Police Chief Dave Zibolski recognised that the Clearview AI facial recognition tool employed in Lipps’s case was flawed and has since been prohibited from use. However, this policy change came only after permanent damage had been inflicted. The question remains whether Lipps will obtain any form of compensation or formal exoneration, or whether she will be forced to carry the lasting damage of a justice system that failed her so profoundly.
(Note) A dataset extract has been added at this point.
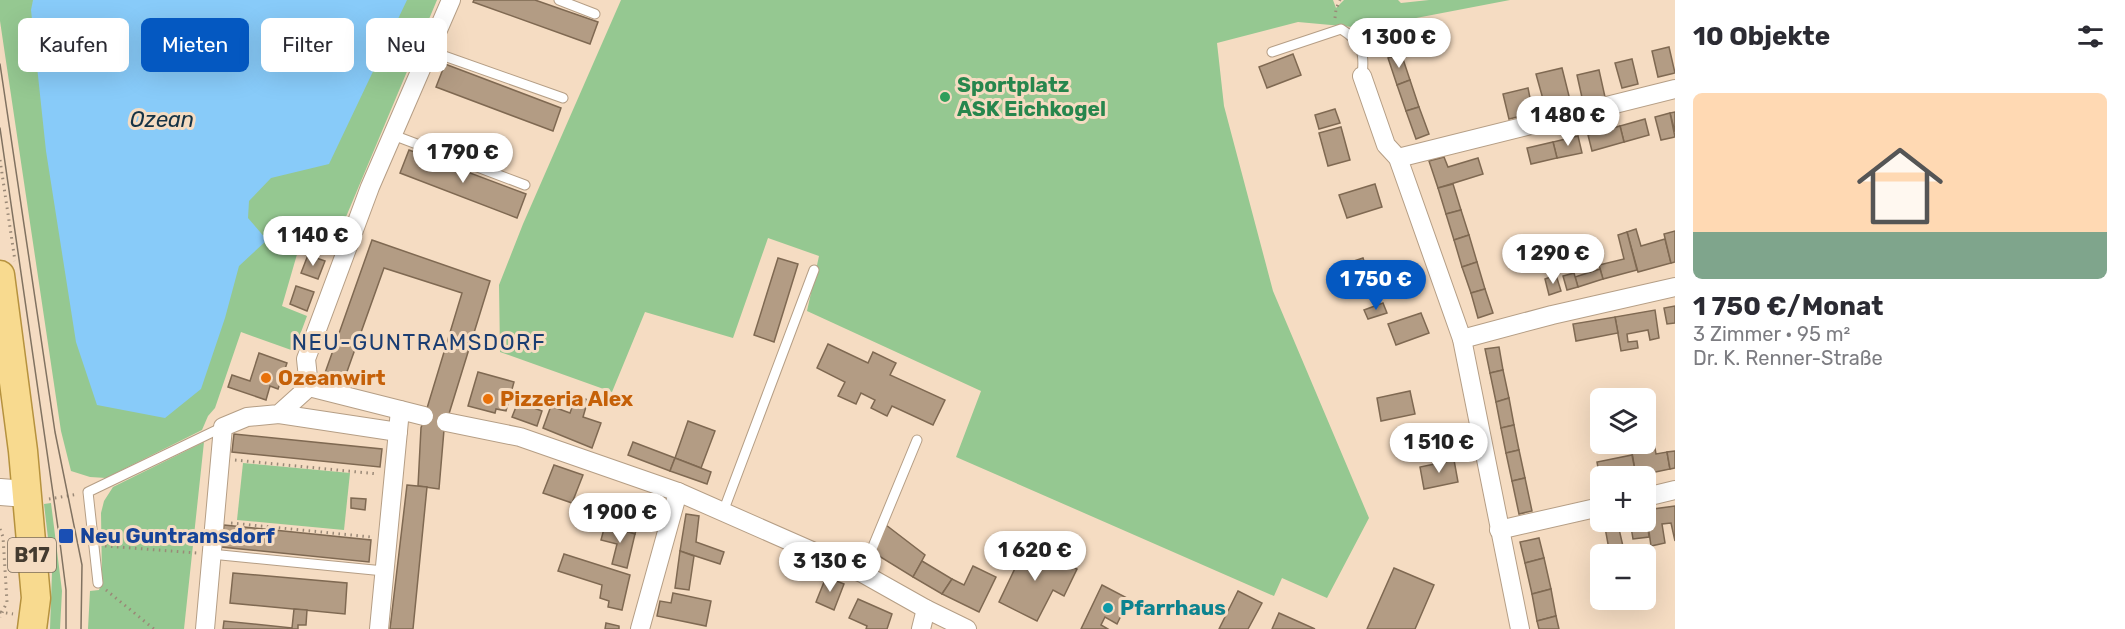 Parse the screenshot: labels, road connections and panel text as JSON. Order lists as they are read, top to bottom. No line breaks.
{"streets":{"main road":["B17"]},"districts":["NEU-GUNTRAMSDORF"],"water":["Ozean"],"places":{"other":["Sportplatz ASK Eichkogel","Ozeanwirt","Pizzeria Alex","Pfarrhaus"],"transit":["Neu Guntramsdorf"]},"page":{"heading":"10 Objekte","price":["1 300 €","1 480 €","1 790 €","1 140 €","1 290 €","1 750 €","1 510 €","1 900 €","1 620 €","3 130 €"],"chip":["Kaufen","Mieten","Filter","Neu"],"list":[{"name":"1 750 €/Monat","note":"3 Zimmer · 95 m² · Dr. K. Renner-Straße"}],"map_buttons":["+","−"]}}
Concerns surrounding AI accountability across law enforcement
The case of Angela Lipps has sparked critical questions about the use of AI systems in criminal investigations in the absence of adequate safeguards or human review. Law enforcement agencies in the US have with growing frequency turned to facial recognition technology to identify suspects, yet cases like Lipps’s reveal the potentially catastrophic consequences when these systems generate wrong results. The fact that she was detained by police, detained for 108 days, and transported across the country founded entirely upon an algorithm’s match creates serious questions about due process and the accuracy of algorithm-based investigation methods. If a grandmother with no criminal history and uninvolved in the alleged crimes could be unjustly detained, how many other people who did nothing wrong may have endured like situations unknown to the public?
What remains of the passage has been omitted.